NOM officials said they would fight the ruling, which will become final at the commission's June meeting, after which NOM will have 30 days to appeal in Maine Superior Court, reports the Portland Press Herald.
The commission's staff last week released its report on NOM's political activities in Maine, and called for a fine of $50,250, which would be more than double the largest ethics fine previously levied against a political action committee in the state. The fine penalizes NOM for failing to register as a PAC and file campaign finance reports, and the commission's decision also means NOM will have to register retroactively and release its financial reports, including the names of donors. NOM has resisted disclosing the names, saying it would subject donors to harassment.
The staff used bank statements to track the movement of money between NOM and Stand for Marriage Maine, the group that put the marriage equality repeal on the ballot, and which had NOM president Brian Brown as an operating officer. "The records show that some donors gave specific amounts to NOM's treasury," the Press Herald reports. "On the very same day, the records show that identical, or nearly identical, amounts were transferred to Stand for Marriage Maine."
NOM board chairman John Eastman contended that the ethics commission did not prove that donations to the organization in 2009 were earmarked for the Maine repeal effort, the Press Herald reports. But commission members were skeptical.
"Your organization gave two-thirds of the [campaign money] to the [Maine] committee," said commissioner Michael Healy. "I have a hard time not concluding that you didn't control the ballot question committee." Commission chairman Walter McKee said that to believe the movement of funds was coincidental would be to "accept a mockery of Maine's election laws."
Fred Karger, the California gay activist and former presidential hopeful who filed the complaint against NOM in Maine, told the Press Herald that "NOM definitely picked the wrong state to break the law."

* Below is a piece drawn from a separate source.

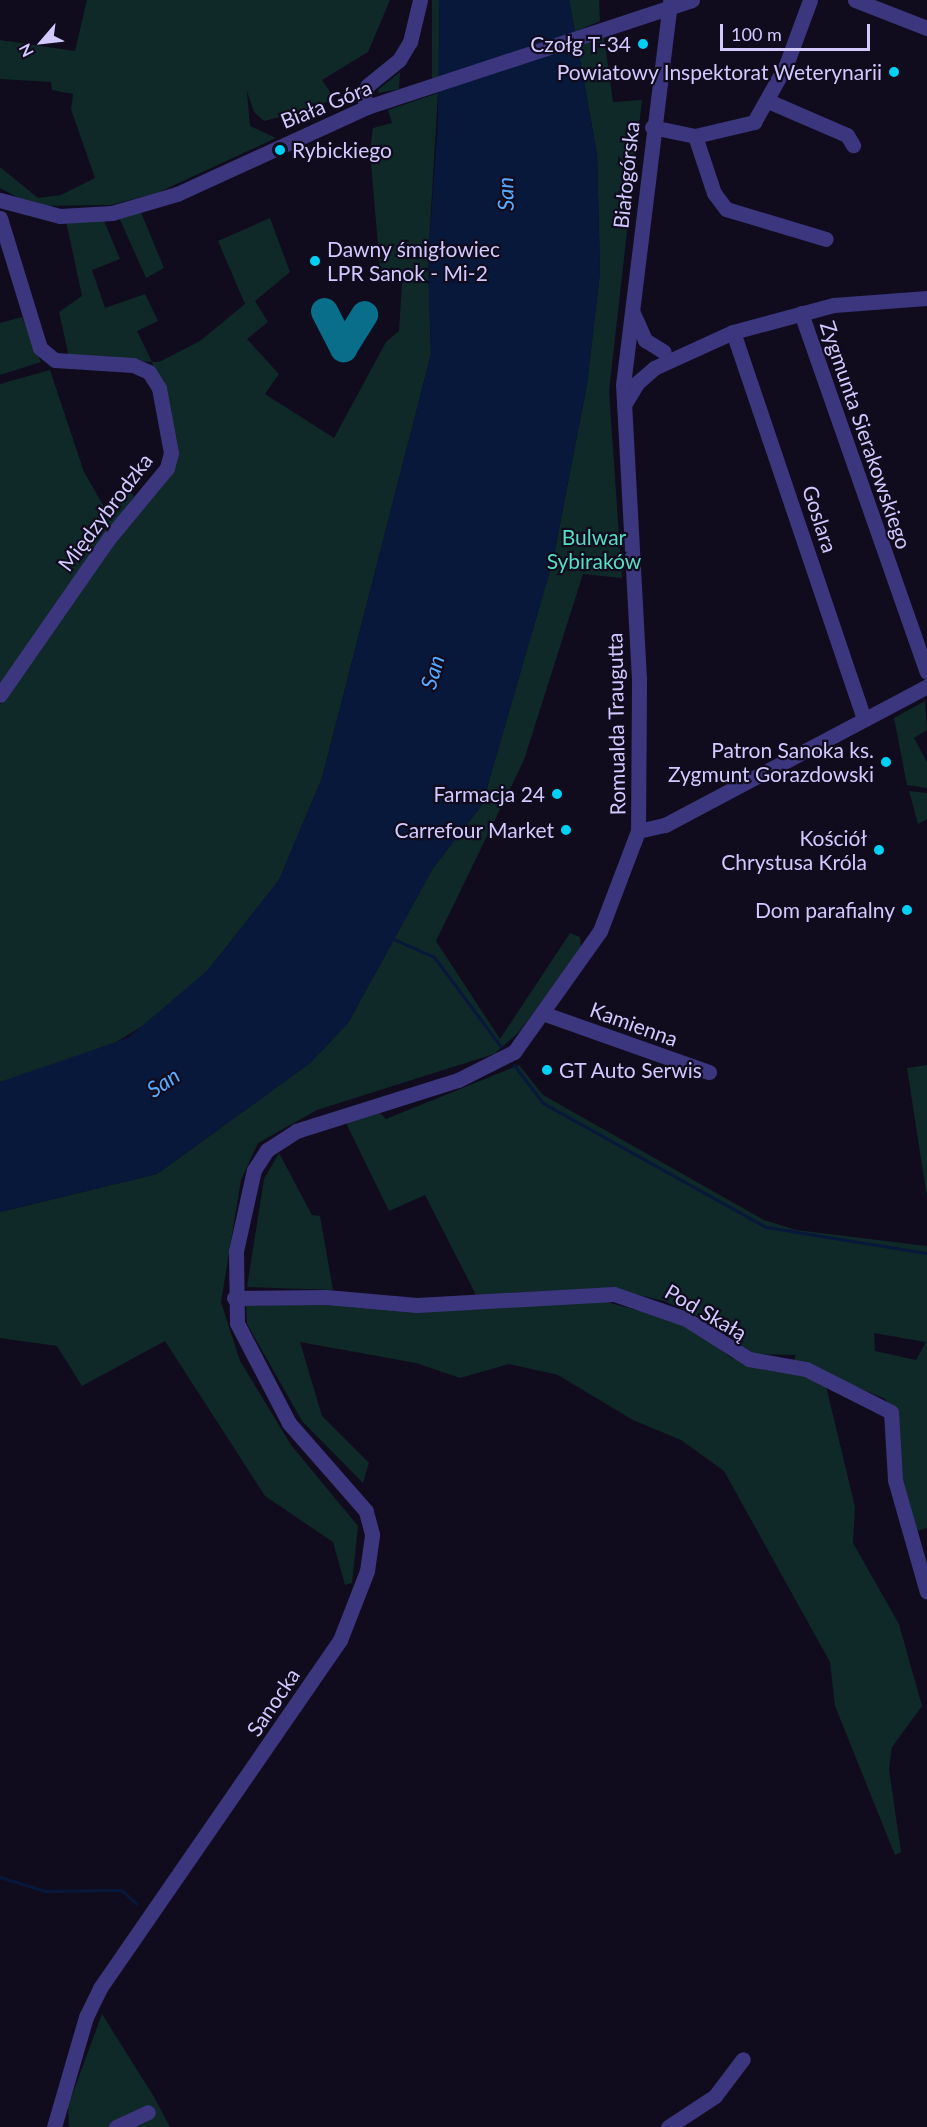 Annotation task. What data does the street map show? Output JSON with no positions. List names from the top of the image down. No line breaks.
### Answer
{"streets":{"street":["Biała Góra","Białogórska","Zygmunta Sierakowskiego","Międzybrodzka","Goslara","Romualda Traugutta","Kamienna","Pod Skałą","Sanocka"]},"crossings":[["Biała Góra","Białogórska"],["Białogórska","Romualda Traugutta"],["Romualda Traugutta","Kamienna"],["Romualda Traugutta","Pod Skałą"],["Romualda Traugutta","Sanocka"],["Pod Skałą","Sanocka"]],"water":["San"],"parks":["Bulwar Sybiraków"],"places":["Czołg T-34","Powiatowy Inspektorat Weterynarii","Rybickiego","Dawny śmigłowiec LPR Sanok - Mi-2","Patron Sanoka ks. Zygmunt Gorazdowski","Farmacja 24","Carrefour Market","Kościół Chrystusa Króla","Dom parafialny","GT Auto Serwis"],"scale_bar":"100 m","north":"bottom left"}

The Human Rights Campaign also praised the decision, with president Chad Griffin releasing a statement saying, "We commend Maine's regulators for requiring NOM to play by the same disclosure rules that we and many other groups have abided by for years in Maine and across the country."
However, NOM's Eastman contended that HRC operated in the same manner as NOM during the 2009 referendum fight and again in 2012, when voters reinstated marriage equality through another ballot measure. He said NOM would file a complaint against HRC, the Press Herald reports.
Asked for comment on NOM's allegations, an HRC spokesperson told The Advocate, "NOM is now wanting to point their dirty fingers of blame at someone else. It won't work."